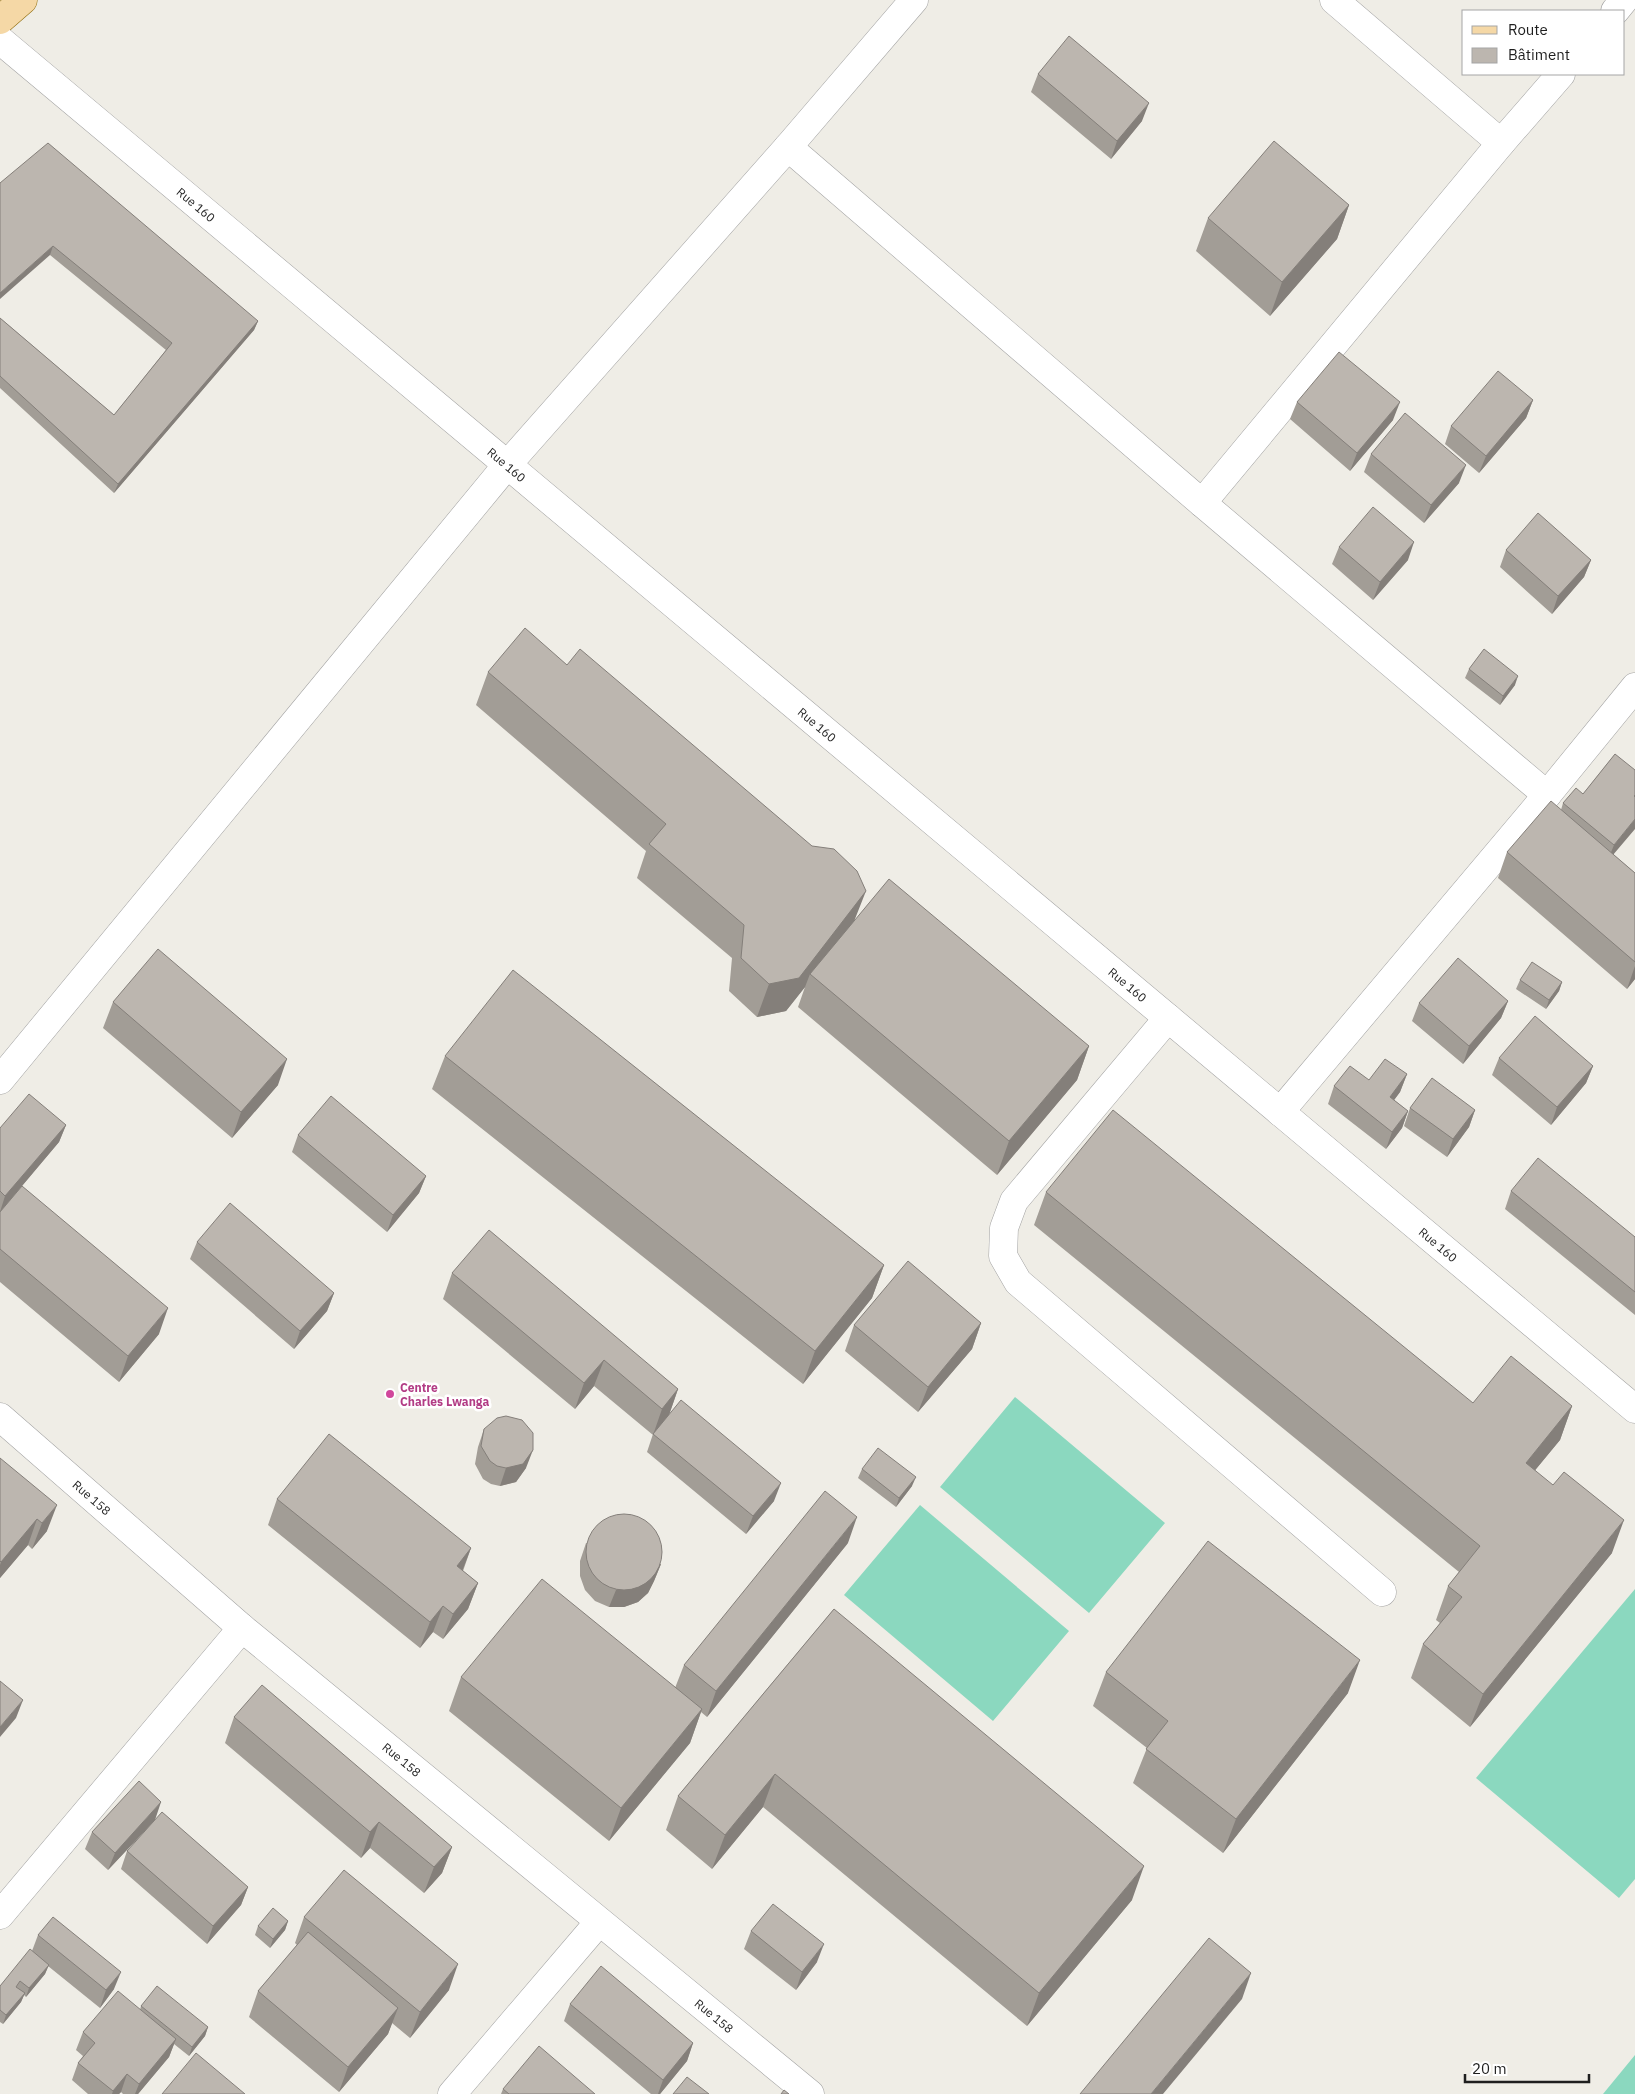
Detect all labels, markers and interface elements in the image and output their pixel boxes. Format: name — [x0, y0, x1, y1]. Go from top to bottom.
legend — [1462, 10, 1625, 75]
text: Route — [1508, 20, 1548, 39]
text: Bâtiment — [1508, 45, 1570, 64]
street label: Rue 160 — [174, 184, 219, 225]
street label: Rue 160 — [485, 444, 529, 485]
street label: Rue 160 — [795, 704, 840, 745]
street label: Rue 160 — [1106, 964, 1150, 1005]
street label: Rue 160 — [1416, 1224, 1461, 1265]
place label: Centre Charles Lwanga — [400, 1380, 489, 1409]
marker: Centre Charles Lwanga — [384, 1388, 396, 1400]
street label: Rue 158 — [70, 1477, 114, 1518]
street label: Rue 158 — [380, 1739, 424, 1779]
street label: Rue 158 — [692, 1995, 737, 2036]
scale bar — [1465, 2052, 1589, 2084]
text: 20 m — [1472, 2059, 1507, 2078]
______
(TASK TO COMPLETE) Leave out the pictures and output the rest of the material exactly as written.

(EXERCISE SOLUTION)
Detect all labels, markers and interface elements in the image and output their pixel boxes. Format: name — [x0, y0, x1, y1]. Go from top to bottom.
legend — [1462, 10, 1625, 75]
text: Route — [1508, 20, 1548, 39]
text: Bâtiment — [1508, 45, 1570, 64]
street label: Rue 160 — [174, 184, 219, 225]
street label: Rue 160 — [485, 444, 529, 485]
street label: Rue 160 — [795, 704, 840, 745]
street label: Rue 160 — [1106, 964, 1150, 1005]
street label: Rue 160 — [1416, 1224, 1461, 1265]
place label: Centre Charles Lwanga — [400, 1380, 489, 1409]
marker: Centre Charles Lwanga — [384, 1388, 396, 1400]
street label: Rue 158 — [70, 1477, 114, 1518]
street label: Rue 158 — [380, 1739, 424, 1779]
street label: Rue 158 — [692, 1995, 737, 2036]
scale bar — [1465, 2052, 1589, 2084]
text: 20 m — [1472, 2059, 1507, 2078]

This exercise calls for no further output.